### BRIEF
Every record below should be written out exactly; pictures stay out.

### EXCERPTED RECORDS
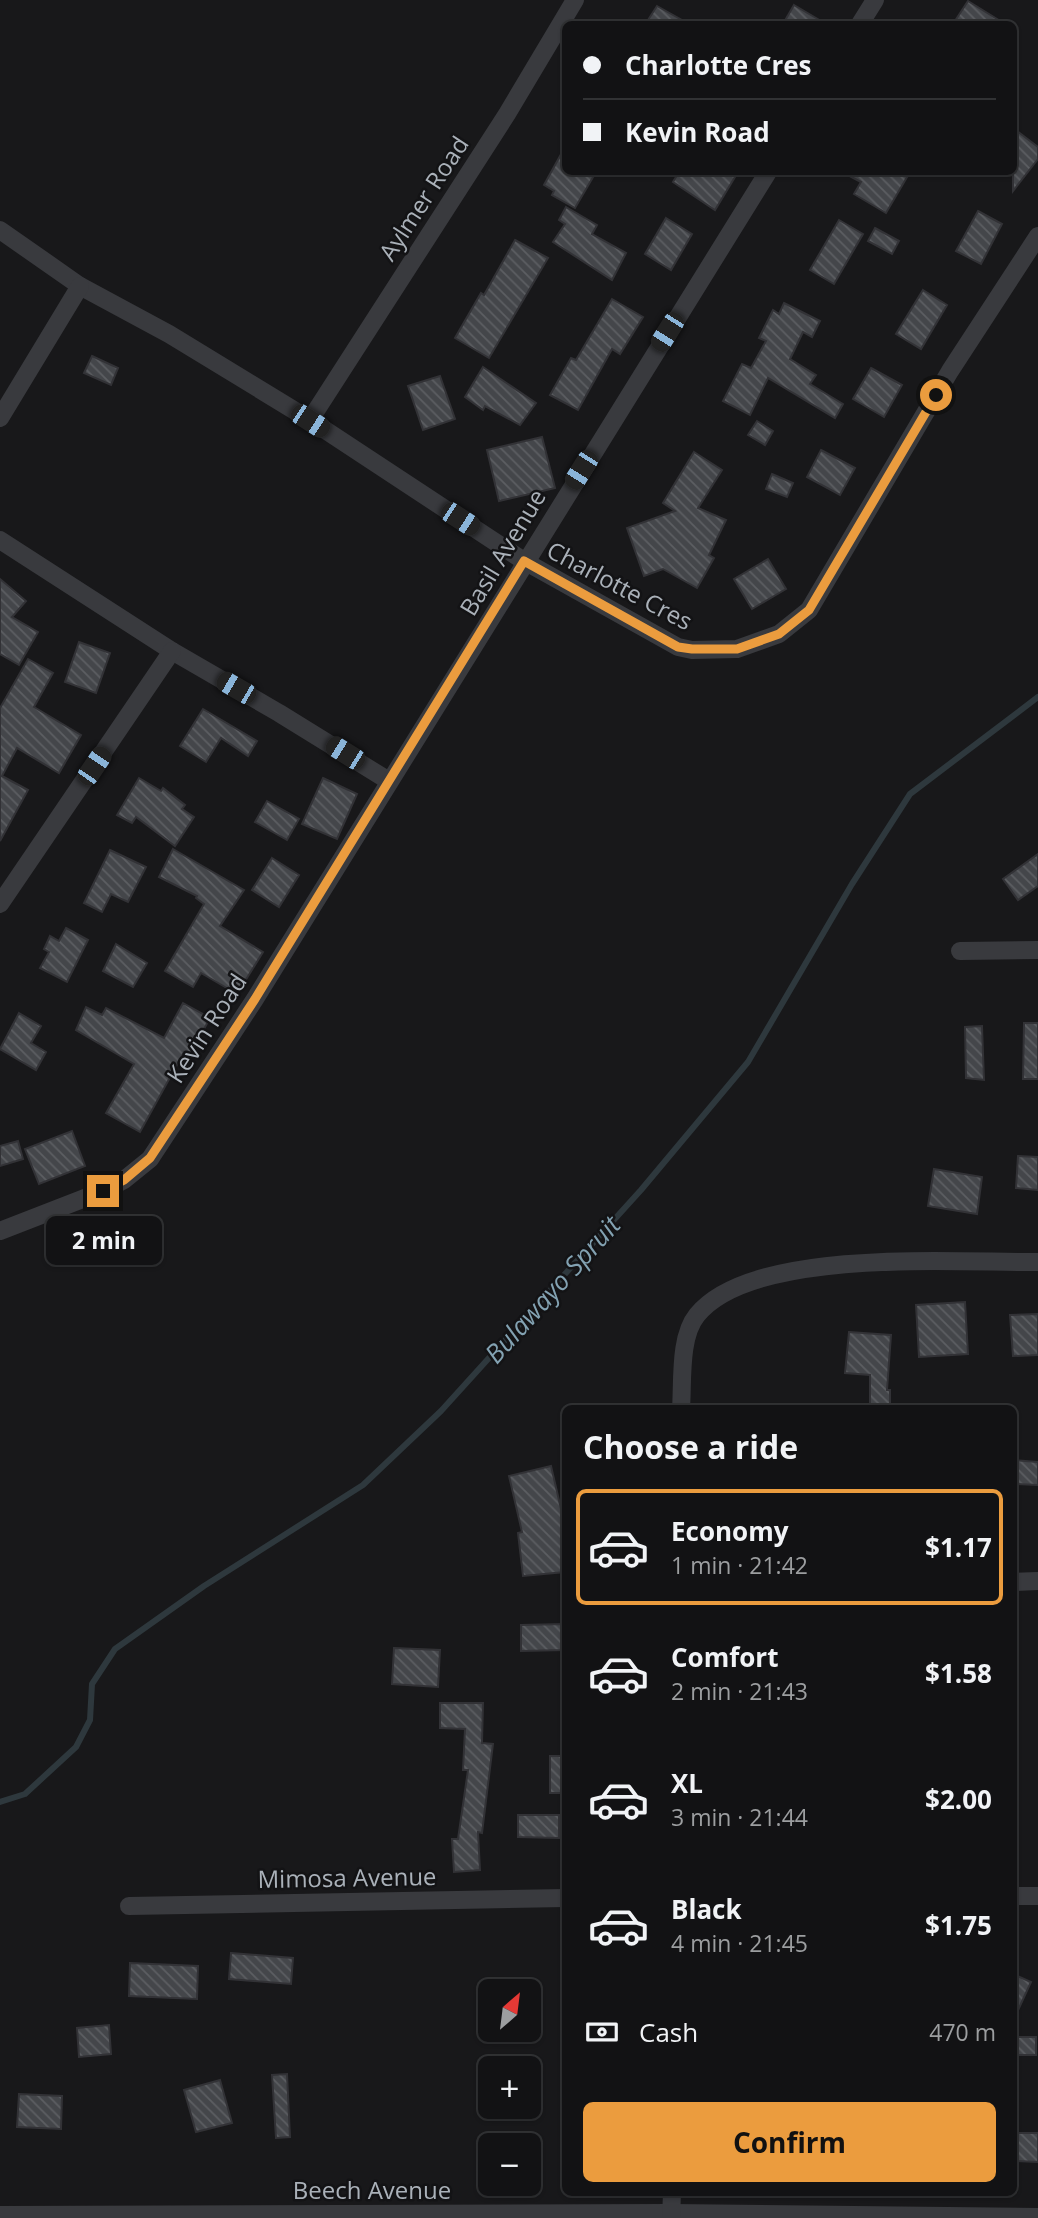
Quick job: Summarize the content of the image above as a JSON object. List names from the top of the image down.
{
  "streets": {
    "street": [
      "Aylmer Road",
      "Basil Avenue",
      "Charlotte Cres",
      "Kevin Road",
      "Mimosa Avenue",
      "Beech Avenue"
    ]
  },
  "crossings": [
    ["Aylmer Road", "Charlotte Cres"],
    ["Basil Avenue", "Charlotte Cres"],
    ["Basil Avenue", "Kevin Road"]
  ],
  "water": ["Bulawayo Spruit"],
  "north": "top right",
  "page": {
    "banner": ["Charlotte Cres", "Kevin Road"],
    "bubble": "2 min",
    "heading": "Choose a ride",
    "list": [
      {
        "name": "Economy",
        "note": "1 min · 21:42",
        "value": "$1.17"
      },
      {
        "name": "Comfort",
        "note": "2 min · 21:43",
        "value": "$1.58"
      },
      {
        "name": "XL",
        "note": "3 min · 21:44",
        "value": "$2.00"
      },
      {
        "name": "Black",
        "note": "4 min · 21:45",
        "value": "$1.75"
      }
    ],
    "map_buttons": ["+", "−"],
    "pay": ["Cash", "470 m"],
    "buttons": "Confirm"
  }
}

### RESPONSE TO THE EXERCISE
Quick job: Summarize the content of the image above as a JSON object. List names from the top of the image down.
{
  "streets": {
    "street": [
      "Aylmer Road",
      "Basil Avenue",
      "Charlotte Cres",
      "Kevin Road",
      "Mimosa Avenue",
      "Beech Avenue"
    ]
  },
  "crossings": [
    ["Aylmer Road", "Charlotte Cres"],
    ["Basil Avenue", "Charlotte Cres"],
    ["Basil Avenue", "Kevin Road"]
  ],
  "water": ["Bulawayo Spruit"],
  "north": "top right",
  "page": {
    "banner": ["Charlotte Cres", "Kevin Road"],
    "bubble": "2 min",
    "heading": "Choose a ride",
    "list": [
      {
        "name": "Economy",
        "note": "1 min · 21:42",
        "value": "$1.17"
      },
      {
        "name": "Comfort",
        "note": "2 min · 21:43",
        "value": "$1.58"
      },
      {
        "name": "XL",
        "note": "3 min · 21:44",
        "value": "$2.00"
      },
      {
        "name": "Black",
        "note": "4 min · 21:45",
        "value": "$1.75"
      }
    ],
    "map_buttons": ["+", "−"],
    "pay": ["Cash", "470 m"],
    "buttons": "Confirm"
  }
}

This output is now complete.